How can you manage the holiday blues? First of all, remember it’s okay to feel blue sometimes. A state of constant happiness—the kind promoted by holiday season retailers—is impossible to maintain. Our feelings inevitably rise and fall over the course of days and weeks. But if your feelings are falling more than rising, you might consider using one or more of the following tools:

  • Keep a reasonable schedule. Don’t overschedule yourself so that you wind up feeling stressed and irritable.
  • Remember that the holidays do not automatically take away feelings of aloneness, sadness, frustration, anger, and fear.
  • Try to put aside resentments related to past holidays. Declare a truce with any family members or friends you have had conflict with.
  • Understand that the holidays will be different from when you were a child. You are not the same person now, nor are your family members.

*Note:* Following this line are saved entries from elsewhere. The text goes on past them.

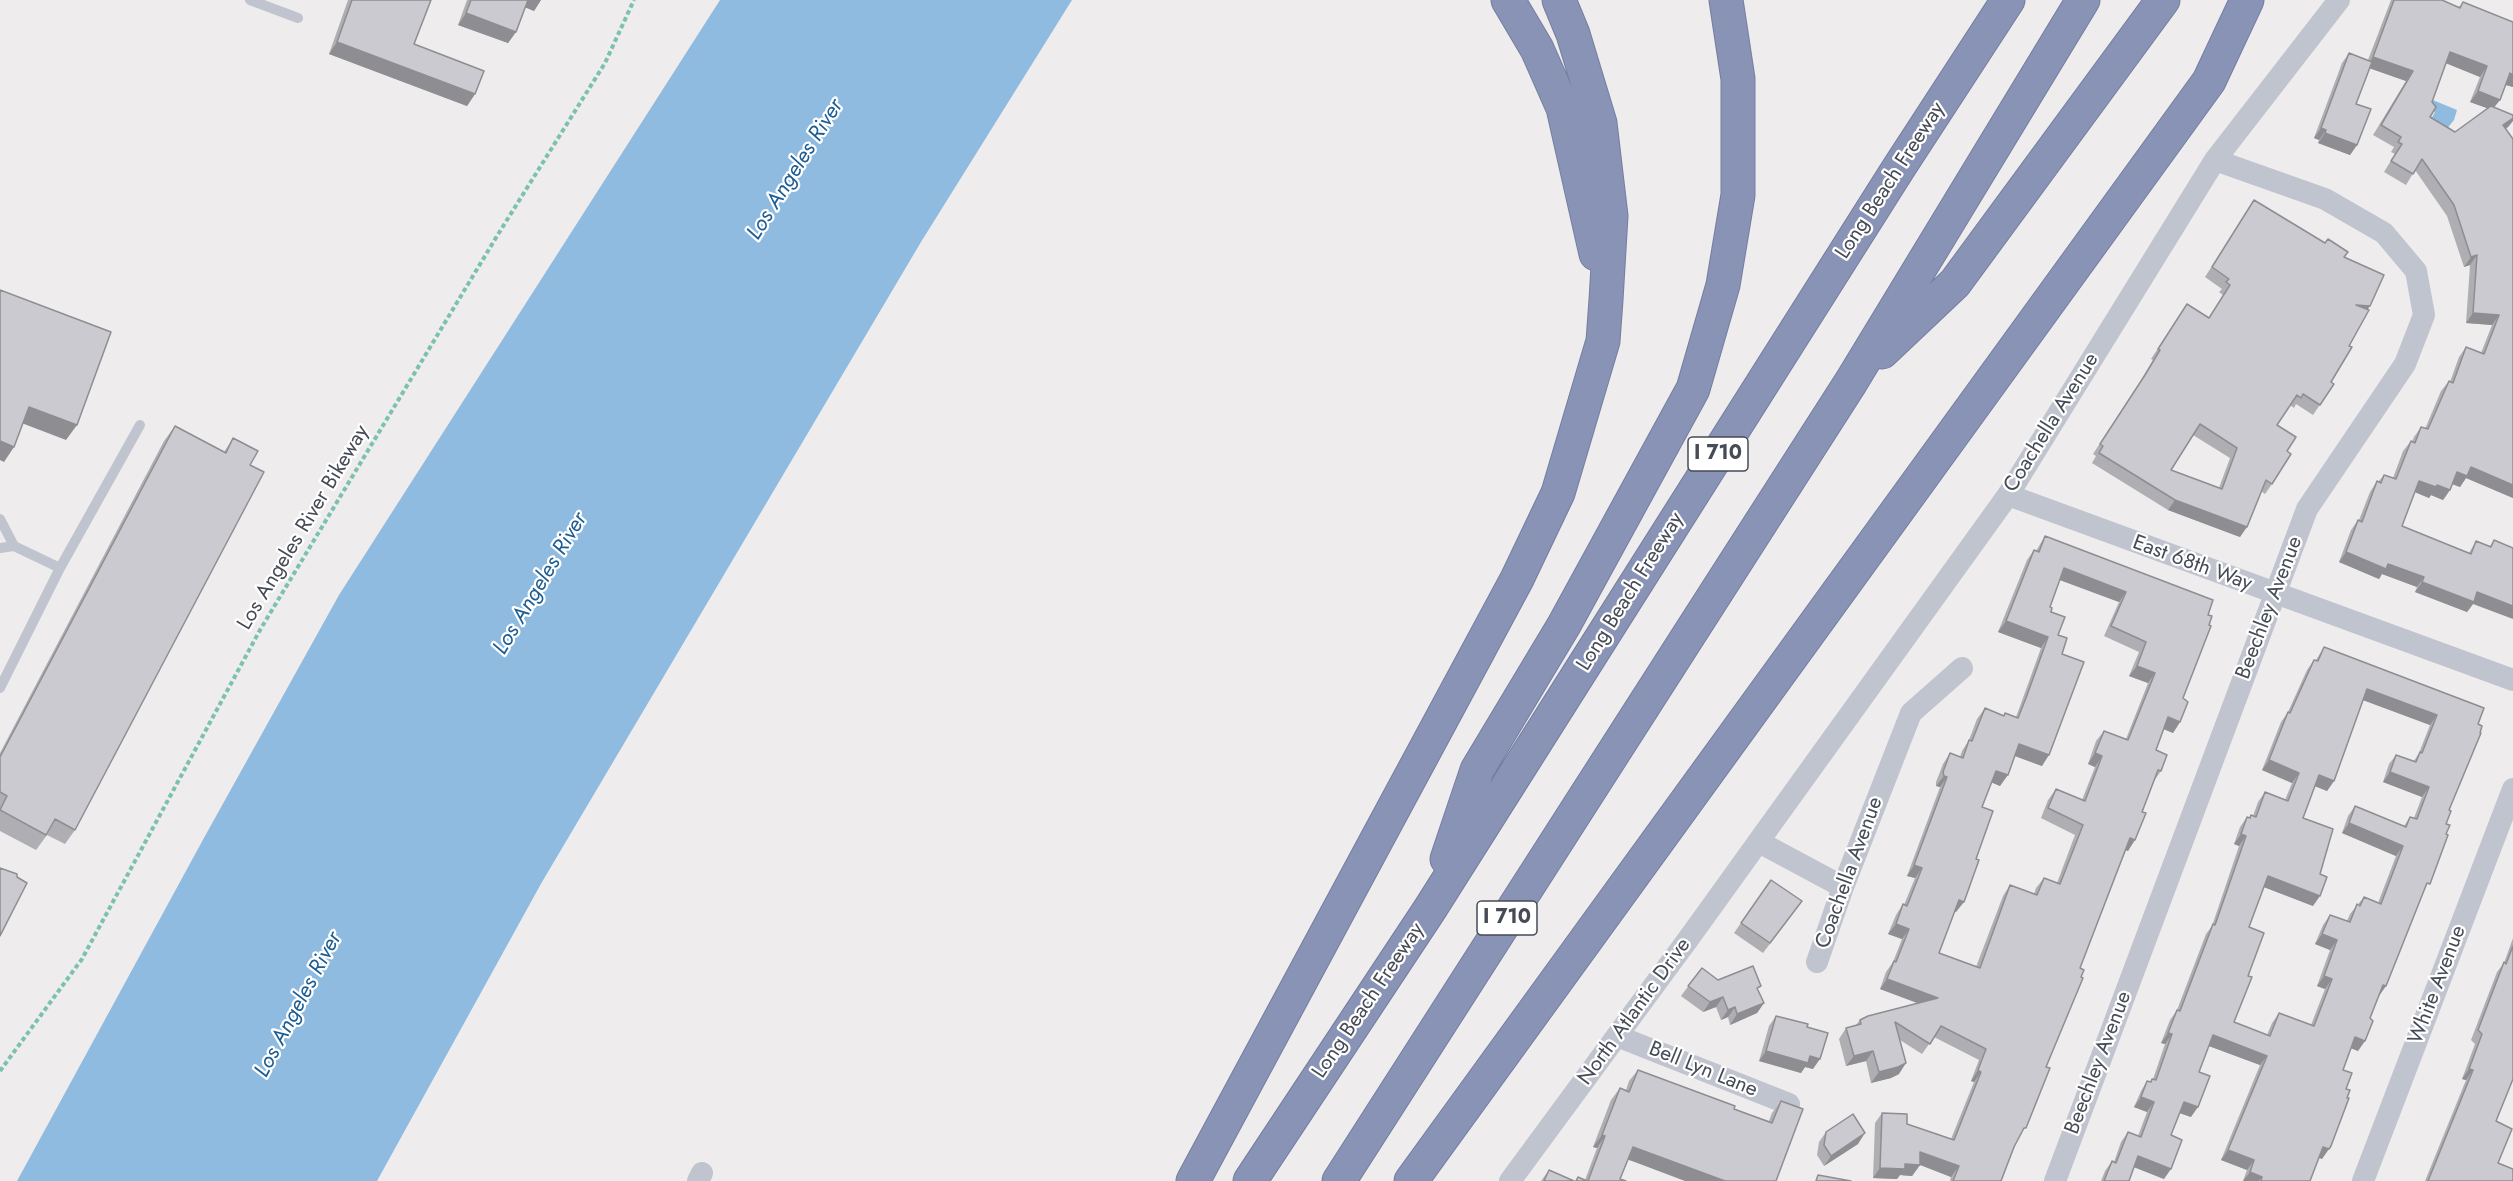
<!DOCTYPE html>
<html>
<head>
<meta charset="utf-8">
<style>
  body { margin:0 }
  canvas { display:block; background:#eeecec }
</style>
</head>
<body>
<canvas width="2513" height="1181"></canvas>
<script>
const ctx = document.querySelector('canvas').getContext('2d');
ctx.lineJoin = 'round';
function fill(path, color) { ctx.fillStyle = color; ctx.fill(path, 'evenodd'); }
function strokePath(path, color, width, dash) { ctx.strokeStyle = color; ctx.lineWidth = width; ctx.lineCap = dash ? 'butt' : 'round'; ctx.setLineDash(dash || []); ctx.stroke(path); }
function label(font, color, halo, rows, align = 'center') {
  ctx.font = font + ' Jost,sans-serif'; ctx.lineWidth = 4.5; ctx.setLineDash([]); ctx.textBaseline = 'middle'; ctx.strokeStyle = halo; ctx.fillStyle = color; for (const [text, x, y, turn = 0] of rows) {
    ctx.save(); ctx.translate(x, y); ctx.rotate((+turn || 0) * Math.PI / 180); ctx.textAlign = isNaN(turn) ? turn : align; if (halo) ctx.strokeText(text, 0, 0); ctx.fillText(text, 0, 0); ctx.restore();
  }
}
fill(new Path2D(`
  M720,0H1072L921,242L542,882L377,1181H17L205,836L339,595Z
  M2428,98L2457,110L2454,120L2446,130L2430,121L2435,112L2424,106Z`), '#90bbe0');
const highway = new Path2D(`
  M1508,0L1537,49L1563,108L1596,254
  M1882,352L1955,283L2163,0
  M1447,859L1477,770L1564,625L1693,389L1723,285L1738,195V79L1726,0
  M1193,1181L1517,579L1558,493L1603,341L1606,300L1611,216L1600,123L1573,34L1559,0
  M1250,1181L1430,909L1898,169L2008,0
  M1339,1181L1851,382L2083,0
  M1411,1181L2209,81L2247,0`);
strokePath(highway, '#747ea1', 35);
strokePath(new Path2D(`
  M0,1071L82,959L260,630L497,236L605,63L634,0`), '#7bc1b0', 4, [4.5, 3]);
strokePath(new Path2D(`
  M250,0L298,18
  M0,519L14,546
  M0,548L14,546L60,568
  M0,688L60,568L140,425`), '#c0c4cf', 10);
strokePath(new Path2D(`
  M2008,495L2513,680
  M1759,842L1843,887
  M1817,962L1843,887L1911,713L1962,668
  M1617,1036L1789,1104
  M698,1181L702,1173
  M1510,1181L1689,938L2008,495L2215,160L2339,0
  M2055,1181L2307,509L2405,364L2424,315L2416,271L2384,233L2325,199L2215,160
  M2363,1181L2513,789`), '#c0c4cf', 22);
strokePath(highway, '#8993b5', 33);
fill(new Path2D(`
  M348,0H431L414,44L475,94L467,106L329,54Z
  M467,0H541L534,11L525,7L516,32L508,43L458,25Z
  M2391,0H2442L2459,7L2463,2L2513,22V87L2505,85L2500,100L2494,107L2509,126L2506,129L2513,139V498L2466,478L2460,487L2452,484L2450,490L2443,500L2431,495L2429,498L2415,492L2402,526L2469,553L2476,541L2490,546L2494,540L2473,604L2467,612L2415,592L2417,587L2382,574L2379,579L2339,562L2351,530L2358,520H2359L2370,492L2377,481L2378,482L2384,475L2393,478L2403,451L2411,441L2412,442L2414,437L2421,427L2425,429L2441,391L2449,381L2450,382L2459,357L2466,347L2481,353L2492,325L2466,323L2470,265L2464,267L2447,216L2415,170L2406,185L2384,172L2395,154L2391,152L2394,147L2373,135L2406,81L2369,68L2356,104L2357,145L2350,155L2318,143L2319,140L2314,138L2342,63L2349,53L2368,60ZM2446,63L2480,77L2470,102L2487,108L2455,132L2430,117L2432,102Z
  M2254,200L2344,257L2368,310L2331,382L2334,384L2313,415L2296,404L2294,408L2290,405L2277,425L2287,451L2272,484L2265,494L2261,491L2240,537L2168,510L2092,463L2096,456L2093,454L2138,385L2153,360L2151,359L2187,304L2209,318L2223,295L2219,292L2222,289L2205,277ZM2193,435L2230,458L2219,488L2171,470Z
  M175,426L224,452L233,438L250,465L75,830L65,844L47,835L36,850L0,831V753L164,441Z
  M2045,536L2208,615L2183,698L2180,722L2173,733L2164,729L2156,750L2161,771L2154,781L2128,851L2126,850L2080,968L2046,1067L2001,1181H1950L1951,1177L1920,1165L1912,1176L1900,1175L1897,1179L1873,1178L1875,1123L1882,1113L1907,1124L1951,1139L1974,1082L1971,1081L1979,1060L1934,1037L1922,1054L1900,1040L1899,1074L1891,1078L1871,1083L1866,1061L1846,1066L1839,1039L1846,1028L1855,1026L1860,1020L1917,1003L1880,989L1886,972L1893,962L1902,939L1888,934L1896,915L1903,904L1904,905L1915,878L1907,876L1940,787L1936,786V782L1943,764L1950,753L1960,757L1962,751L1969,740L1977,719L1985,708L2004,716L2005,713L2016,717L2019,709L2041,648L1998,632L2027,560L2034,550L2036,551ZM2060,580L2119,602L2104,636L2139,652L2129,676L2148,683L2126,739L2104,731L2096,741L2088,764L2095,767L2082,800L2056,789L2048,800L2041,818L2075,835L2057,883L2044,878L2036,888L2034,894L2010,885L2003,896L1976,967L1939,953L1954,912H1956L1982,807L1991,782L2000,786L2015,756L2042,766L2058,635L2050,607Z
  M2324,647L2484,708L2449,810L2446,824L2423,893L2379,996L2358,1051L2351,1048L2343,1070L2346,1089L2322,1159L2319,1158L2310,1181H2243L2247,1170L2221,1160L2260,1065L2209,1046L2199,1072L2191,1117L2179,1113L2171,1135L2164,1179L2134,1167L2129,1181H2101L2105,1171L2112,1161L2114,1162L2121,1142L2128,1132L2138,1136L2147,1112L2134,1107L2141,1091L2147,1081L2150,1082L2152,1079H2153L2165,1044L2161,1043L2170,1020L2177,1010L2206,934L2212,926L2239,846L2234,844L2240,827L2247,817L2249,818L2251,815L2253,816L2258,802L2265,792L2285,800L2292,783L2262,770L2281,722L2288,712L2307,670L2314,660H2316ZM2363,700L2430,725L2419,753L2414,761L2396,755L2389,764L2383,782L2422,797L2414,818L2410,817L2404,826L2355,806L2348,816L2342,833L2396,856L2378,903L2364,897L2350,914L2347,921L2330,915L2323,925L2315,944L2330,950L2317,986L2325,989L2311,1025L2279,1013L2272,1023L2267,1035L2234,1022L2248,976L2249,927L2264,887L2313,906L2320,874L2303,818L2315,786L2327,791L2334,781Z
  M1771,880L1802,901L1763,953L1734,933Z
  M2513,938V1079L2496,1121L2498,1163L2513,1181H2425L2466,1080L2462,1079L2475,1044L2471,1040L2497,972L2504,963Z
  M1702,968L1718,980L1758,990L1764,1003L1757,1013L1730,1025L1728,1017L1721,1020L1716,1007L1703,1012L1681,996Z
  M1776,1016L1807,1027L1813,1069L1805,1067L1801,1073L1759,1061L1769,1026Z
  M1638,1070L1734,1109L1769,1121L1772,1113L1781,1101L1776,1181L1628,1160L1620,1179L1626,1181H1575L1578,1177L1585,1180L1597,1148L1593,1147L1611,1100L1620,1088L1626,1090L1629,1081Z
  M1826,1132L1858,1144L1824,1166L1817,1155L1819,1142Z
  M1549,1170L1574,1181H1541Z`), '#aeaeb3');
fill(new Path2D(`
  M526,0H541L534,11L522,6Z
  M466,13L516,32L508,43L458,25Z
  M337,42L475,94L467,106L329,54Z
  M2450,52L2487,66L2480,77L2443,62Z
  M2373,57L2413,71L2406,81L2366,67Z
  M2510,73L2513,75V87L2503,84Z
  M2478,91L2500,100L2492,110L2470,102Z
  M2513,118V121L2509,126L2496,136L2503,125Z
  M2321,128L2326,130L2319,140L2314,138Z
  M2325,133L2357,145L2350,155L2318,143Z
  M2477,255L2470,265L2464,267L2471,257Z
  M2356,305L2370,306L2363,316Z
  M2473,313L2499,315L2492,325L2466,323Z
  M29,407L77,425L66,440L19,422Z
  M0,441L14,447L4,462L0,460Z
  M2471,467L2513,485V498L2466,478L2460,487L2449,483L2457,472Z
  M2419,481L2437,485L2450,490L2443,500L2431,495L2429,498L2412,491Z
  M2175,500L2247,527L2240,537L2168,510Z
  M2346,552L2388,564L2424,577L2417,587L2382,574L2379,579L2339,562Z
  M2064,568L2126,592L2119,602L2057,579Z
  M2422,582L2477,592L2513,606V619L2473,604L2467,612L2415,592Z
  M2006,621L2048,637L2041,648L1998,632Z
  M2137,666L2155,673L2148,683L2129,676Z
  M2367,689L2437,715L2430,725L2360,699Z
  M2168,717L2180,722L2173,733L2161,728Z
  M2019,744L2049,755L2042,766L2012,755Z
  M2095,753L2102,756L2095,767L2088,764Z
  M2269,760L2299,773L2292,783L2262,770Z
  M1996,771L2008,775L2000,786L1988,781Z
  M2390,772L2429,787L2422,797L2383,782Z
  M2319,775L2334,781L2327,791L2312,785Z
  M1944,776L1947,777L1940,787L1936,786Z
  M2349,823L2403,846L2396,856L2342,833Z
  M2241,834L2246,836L2239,846L2234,844Z
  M2130,838L2135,840L2128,851L2123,849Z
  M1914,865L1922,868L1915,878L1907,876Z
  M2268,876L2320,896L2313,906L2261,886Z
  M1959,900L1964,902L1956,912L1952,911Z
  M1896,924L1909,929L1902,939L1888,934Z
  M2322,934L2337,940L2330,950L2315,944Z
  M2324,976L2332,979L2325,989L2317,986Z
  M1887,979L1938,998L1931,1008L1880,989Z
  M2383,985L2386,986L2379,996L2376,995Z
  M1723,997L1716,1007L1703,1012L1710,1002Z
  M1764,1003L1757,1013L1730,1025L1737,1014Z
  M1735,1007L1728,1017L1721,1020L1728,1010Z
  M2168,1033L2172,1034L2165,1044L2161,1043Z
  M2213,1035L2267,1056L2260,1065L2206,1045Z
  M2355,1037L2365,1041L2358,1051L2348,1047Z
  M1766,1051L1810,1056L1820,1059L1813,1069L1805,1067L1801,1073L1759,1061Z
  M1873,1051L1866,1061L1846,1066L1854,1056Z
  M1906,1063L1899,1074L1891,1078L1871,1083L1879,1072Z
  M2469,1069L2473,1070L2466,1080L2462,1079Z
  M1978,1070L1981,1072L1974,1082L1971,1081Z
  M2141,1097L2154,1102L2147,1112L2134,1107Z
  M2184,1102L2198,1107L2191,1117L2177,1112Z
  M1865,1133L1858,1144L1824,1166L1831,1156Z
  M1602,1135L1605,1136L1597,1148L1593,1147Z
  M1633,1147L1725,1181H1685L1624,1158Z
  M2323,1147L2329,1149L2322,1159L2316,1156Z
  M2228,1150L2254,1160L2247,1170L2221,1160Z
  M1920,1152L1959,1166L1951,1177L1913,1162Z
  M2138,1156L2171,1169L2164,1179L2131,1166Z
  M1905,1164L1920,1165L1912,1176L1900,1175L1897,1179L1873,1178L1880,1168Z
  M2250,1172L2262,1177L2259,1181H2243Z`), '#8d8d92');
const building = new Path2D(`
  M352,0H431L414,44L484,71L475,94L337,42Z
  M471,0H528L516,32L466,13Z
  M2394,0H2442L2460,8L2463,2L2513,22V75L2510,73L2500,100L2478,91L2487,66L2450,52L2432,102L2436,107L2430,117L2455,132L2491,106L2513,115V118L2503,125L2513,139V485L2471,467L2467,476L2457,472L2450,490L2437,485L2436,487L2419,481L2402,526L2471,554L2476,541L2491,547L2494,540L2513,548V606L2477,592L2474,602L2422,582L2424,577L2388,564L2386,569L2346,552L2358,520L2362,522L2377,481L2381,483L2384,475L2396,479L2411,441L2415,443L2421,427L2428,429L2449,381L2453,383L2466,347L2484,354L2499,315L2473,313L2477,255L2471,257L2454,205L2422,159L2413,174L2391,161L2402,144L2398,142L2401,137L2381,125L2413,71L2373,57Z
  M2349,53L2372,62L2356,104L2371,109L2357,145L2325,133L2326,130L2321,128Z
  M2254,200L2325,243L2328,239L2348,252L2344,257L2384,275L2370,306L2356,305L2369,310L2349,346L2352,347L2331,382L2334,384L2320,405L2303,394L2301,398L2297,395L2277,425L2296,437L2287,451L2291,454L2272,484L2266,480L2247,527L2175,500L2099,453L2103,446L2100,444L2145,375L2160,350L2158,349L2187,304L2209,318L2230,285L2226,282L2229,279L2212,267ZM2200,424L2237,448L2222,489L2171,470Z
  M0,290L111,332L77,425L29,407L14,447L0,441Z
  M175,426L226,453L233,438L258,451L250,465L264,472L75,830L55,819L46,835L0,810L7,796L0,792V757Z
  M2045,536L2213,600L2208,615L2212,616L2209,625L2211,626L2183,698L2188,702L2180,722L2168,717L2156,750L2167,755L2161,771L2158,770L2142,812L2146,813L2135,840L2130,838L2080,968L2084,970L2081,977L2083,978L2046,1067L2050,1068L2026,1128H2024L2014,1147L2001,1181H1953L1959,1166L1920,1152V1165L1905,1164V1169L1880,1168L1882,1113L1907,1114V1124L1954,1140L1981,1072L1978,1070L1986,1049L1941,1026L1930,1044L1895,1022L1906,1063L1898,1067L1879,1072L1873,1051L1854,1056L1846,1028L1861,1024L1860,1020L1868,1016L1938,998L1887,979L1894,961L1896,962L1909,929L1896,924L1903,904L1907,906L1922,868L1914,865L1947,777L1944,776L1943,772L1950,753L1963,758L1969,740L1972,741L1985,708L2004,716L2005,713L2018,718L2026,698L2048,637L2006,621L2034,550L2039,552ZM2064,568L2126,592L2111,626L2146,642L2137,666L2155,673L2128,740L2104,731L2095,753L2102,756L2085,801L2056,789L2048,808L2083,825L2060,884L2044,878L2037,895L2010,885L1980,968L1939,953L1959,900L1964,902L1979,860L1976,859L1993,811L1982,807L1996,771L2008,775L2019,744L2049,755L2084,662L2062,654L2067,638L2058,635L2065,617L2051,612L2052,608L2050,607Z
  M2324,647L2484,708L2478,724L2482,726L2480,733H2481L2449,810L2451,811L2446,824L2450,825L2446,834L2448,835L2430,884L2427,883L2386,986L2383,985L2370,1018L2373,1021L2365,1041L2355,1037L2343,1070L2352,1073L2346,1089L2350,1090L2347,1098H2349L2331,1146L2329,1149L2323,1147L2310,1181H2261L2262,1177L2250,1172L2254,1160L2228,1150L2267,1056L2213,1035L2199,1072L2210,1076L2198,1107L2184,1102L2171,1135L2182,1140L2171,1169L2138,1156L2129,1181H2104L2112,1161L2116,1163L2128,1132L2141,1137L2154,1102L2141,1097L2147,1081L2151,1082L2152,1079L2156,1080L2172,1034L2168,1033L2177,1010L2180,1011L2213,924L2215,925L2246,836L2241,834L2247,817L2250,818L2251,815L2256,817L2265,792L2288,801L2299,773L2269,760L2288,712L2290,713L2314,660L2318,661ZM2367,689L2437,715L2422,753L2420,752L2416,762L2396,755L2390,772L2429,787L2417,819L2410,817L2406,827L2355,806L2349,823L2403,846L2381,904L2364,897L2360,906L2357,904L2350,922L2330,915L2322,934L2337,940L2324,976L2332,979L2314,1026L2279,1013L2270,1036L2234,1022L2252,977L2248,976L2264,933L2249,927L2268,876L2320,896L2327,877L2320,874L2333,829L2303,818L2319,775L2334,781Z
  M0,868L17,874V877L27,883L0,936Z
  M1771,880L1802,901L1770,943L1741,923Z
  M2513,946V1079L2496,1121L2512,1129L2498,1163L2513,1169V1181H2428L2473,1070L2469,1069L2482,1034L2478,1030L2504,962L2506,964Z
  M1753,966L1761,986L1757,988L1764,1003L1737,1014L1735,1007L1728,1010L1723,997L1710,1002L1688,986L1702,968L1718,980Z
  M1776,1016L1808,1024L1807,1027L1828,1033L1820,1059L1810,1056L1808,1063L1766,1051Z
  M1638,1070L1735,1106L1734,1109L1772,1123L1781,1101L1803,1109L1776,1181H1725L1633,1147L1620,1179L1626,1181H1588L1605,1136L1602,1135L1620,1088L1629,1092Z
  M1853,1114L1865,1133L1831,1156L1824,1145L1826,1132Z
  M1549,1170L1574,1181H1544Z
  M1818,1175L1851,1181H1816Z
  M1578,1177L1587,1181H1576Z`);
fill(building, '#cacad0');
strokePath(building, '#8d8d92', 1.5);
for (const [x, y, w] of [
  [1718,454,60],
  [1507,918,60]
]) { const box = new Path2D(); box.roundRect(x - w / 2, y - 17, w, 34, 4.5); ctx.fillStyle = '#fff'; ctx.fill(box); strokePath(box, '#464b56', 1.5); }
label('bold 20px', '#464b56', null, [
  ["I 710",1718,454],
  ["I 710",1507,918]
]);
label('21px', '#464b56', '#fff', [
  ["Long Beach Freeway",1891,181,-57],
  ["Coachella Avenue",2052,423,-58],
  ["Los Angeles River Bikeway",304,528,-59],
  ["East 68th Way",2192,564,20],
  ["Long Beach Freeway",1631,592,-58],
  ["Beechley Avenue",2270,608,-69],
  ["Coachella Avenue",1850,873,-70],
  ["White Avenue",2438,985,-69],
  ["Long Beach Freeway",1369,1001,-56],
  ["North Atlantic Drive",1635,1012,-54],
  ["Beechley Avenue",2099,1063,-69],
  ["Bell Lyn Lane",1703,1070,22]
]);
label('italic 22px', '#1d5d93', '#fff', [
  ["Los Angeles River",796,170,-58],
  ["Los Angeles River",541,584,-59],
  ["Los Angeles River",299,1005,-62]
]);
</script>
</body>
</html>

  • If you have unpleasant memories of past holidays, remind yourself that the past does not predict the future. You have control over how your holiday unfolds. Do the things you enjoy and let go of old, negative holiday memories.
  • If you’re feeling underscheduled for the holidays, look for volunteer opportunities like serving holiday dinner at a homeless center or visiting hospitalized children. There are always opportunities for community service, and helping others can go a long way toward relieving holiday blues.
  • Alcohol tends to flow freely during the holidays. Avoid excessive drinking. Alcohol is a depressant and will only increase feelings of depression, anxiety, and stress.
  • Create time for yourself to do the things you need to do for your physical and mental wellness, whether it’s walking, spending time with a pet, or engaging in spiritual practice.
  • Spend time with supportive and caring people. Reach out and make new friends, or connect with someone you haven’t heard from in while.

Most of all, remember that the holiday season doesn’t last forever. Before you know it, life will be back to a more regular routine, the holiday hullabaloo will die down, and you won’t feel pressured to have the hap-happiest time of your life. You can just live your life, one day at a time, knowing that daylight hours are lengthening and spring is on its way.